# MA933 Assignment 3

*Student ID: 2260253*

In [1]:
# import libraries
import numpy as np
import matplotlib.pyplot as plt
import seaborn as sns
import networkx as nx

# built-in statistics function for unbiased variance
from statistics import variance

# probability distributions
from scipy import stats

#plotting
plt.rcParams['text.usetex'] = True
plt.rcParams.update({'font.size': 22})

## Question 2

For ease of reproducibility the below cell will generate the 20 realisations $G_{N,p}$ for each $z \in \{0.1,0.2,...,3.0\}$ and $N \in \{100,1000\}$ and combine the computational tasks in parts a,b and c.

In [None]:
Ns = [100, 1000]                  # number of nodes
zs = np.arange(0.1,3.1,0.1)       # expected degree
realisations = 20

# average sizes of largest and second largest components
L1avg = []
L2avg = []

# and standard deviations
L1err = []
L2err = []

# average number of edges
Eavg = []
Eerr = []

# average degree
davg = []
davgerr = []

# average local clustering coefficient
CCavg = []
CCerr = []

for N in Ns:
    for z in zs:
        # probability that an edge is added
        p = z/N
        
        # bins for largest and second largest componenets
        L1 = []
        L2 = []
        
        E = []    # number of edges
        d = []    # average degree
        
        if N == 1000:
            ccoef = []    # clustering coefficient
        
        for r in range(realisations):
            # generate ER random graph
            G = nx.gnp_random_graph(N,p)
        
            # get the components
            Gcc = sorted([G.subgraph(c) for c in nx.connected_components(G)], key = len, reverse=True)

            # size of largest and second largest components
            L1 += [len(Gcc[0])/N]
            L2 += [len(Gcc[1])/N]
            
            E += [G.number_of_edges()]    # number of edges
            d += [2*G.number_of_edges()/N]    # average degree
            
            # local clustering coefficient
            if N == 1000:
                coefs = list(nx.clustering(G).values())
                ccoef += [sum(coefs)/N]
            
        L1avg += [sum(L1)/realisations]
        L2avg += [sum(L2)/realisations]
        
        L1err += [np.sqrt(variance(L1))]
        L2err += [np.sqrt(variance(L2))]
        
        Eavg += [sum(E)/realisations]
        Eerr += [np.sqrt(variance(E))]
        
        davg += [sum(d)/realisations]
        davgerr += [np.sqrt(variance(d))]
        
        if N == 1000:
            CCavg += [sum(ccoef)/realisations]
            CCerr += [np.sqrt(variance(ccoef))]

**Question 2(a)**

Below we plot the largest and second largest component mean size scaled by $N$ for each $z$. The size of the largest component appears to follow a logarithmic law and increases with diminishing returns at a similar rate for both values of $N$ as $z$ increases.

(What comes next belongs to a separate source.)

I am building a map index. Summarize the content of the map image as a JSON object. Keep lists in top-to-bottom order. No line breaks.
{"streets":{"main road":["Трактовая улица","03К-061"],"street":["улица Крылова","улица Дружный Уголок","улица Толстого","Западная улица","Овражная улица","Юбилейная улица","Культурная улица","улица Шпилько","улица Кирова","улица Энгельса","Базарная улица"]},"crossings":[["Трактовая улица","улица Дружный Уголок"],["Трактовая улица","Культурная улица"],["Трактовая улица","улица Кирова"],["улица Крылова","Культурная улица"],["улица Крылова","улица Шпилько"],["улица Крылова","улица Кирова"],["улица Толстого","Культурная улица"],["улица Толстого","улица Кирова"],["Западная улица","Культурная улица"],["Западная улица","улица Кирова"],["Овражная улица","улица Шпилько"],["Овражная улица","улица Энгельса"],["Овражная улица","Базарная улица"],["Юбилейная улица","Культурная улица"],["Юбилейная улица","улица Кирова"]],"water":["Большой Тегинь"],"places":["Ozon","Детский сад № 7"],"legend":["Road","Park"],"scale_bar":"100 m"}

The size of the second largest component remains rather low for all values of $z$, increasing at a slow rate for approximately $z<1$ before decreasing towards zero for $z>1$. The scaled size of the second largest component is generally higher for $N=100$ over $N=1000$.

In [None]:
# plotting
fig = plt.figure(figsize=(16,12))

plt.errorbar(zs, L1avg[:len(zs)], L1err[:len(zs)], color='k', marker='o', mfc='b', ms=10, capsize=6,
            label = 'largest, N = 100')
plt.errorbar(zs, L1avg[len(zs):], L1err[len(zs):], color='k', marker='s', mfc='b', ms=10, capsize=6,
            label = 'largest, N = 1000')
plt.errorbar(zs, L2avg[:len(zs)], L2err[:len(zs)], color='k', marker='o', mfc='r', ms=10, capsize=6,
            label = '2nd largest, N = 100')
plt.errorbar(zs, L2avg[len(zs):], L2err[len(zs):], color='k', marker='s', mfc='r', ms=10, capsize=6,
            label = '2nd largest, N = 1000')

plt.xlabel('$z$')
plt.ylabel('Average size / $N$')
plt.title('Largest and second largest component mean size')
plt.xlim([0,3.1])
plt.legend(loc=0)
plt.grid()

**Question 2(b)**

In [None]:
# plotting
fig = plt.figure(figsize=(12,8))

plt.errorbar(zs, CCavg, CCerr, color='k', marker='o', mfc='b', ms=10, capsize=6)

plt.xlabel('$z$')
plt.ylabel('Size')
plt.title('Average local clustering coefficient $<C_i>$, $N = 1000$')
plt.xlim([0,3.1])
plt.ylim([0,0.005])
plt.grid()
plt.show()

comments

**Question 2(c)**

From the lecture material, the expected number of undirected edges $K$ and the average degree $<k>$ are

$$\mathbb{E}[K] = {N\choose2} p(z) = \frac{N-1}{2} z$$

and

$$\mathbb{E}[<k>] = (N-1) p(z) = \frac{N-1}{N} z$$

respectively.

Below we have plotted the average number of edges and the average degree as well as their corresponding standard deviation errors according to the relevant 20 realisations for all $z$.

With regards to average number of edges, we see both plots increase linearly with $z$ and closely follow their respective theoretical rates. We see the average number of edges for $N=1000$ increase at a greater rate when compared to $N=100$. This can be expected, as the coefficient in the theoretical expectation is $(1000-1)/2 = 499.5$ for $N=1000$ compared to $(100-1)/2 = 49.5$ for $N=100$, roughly ten times smaller.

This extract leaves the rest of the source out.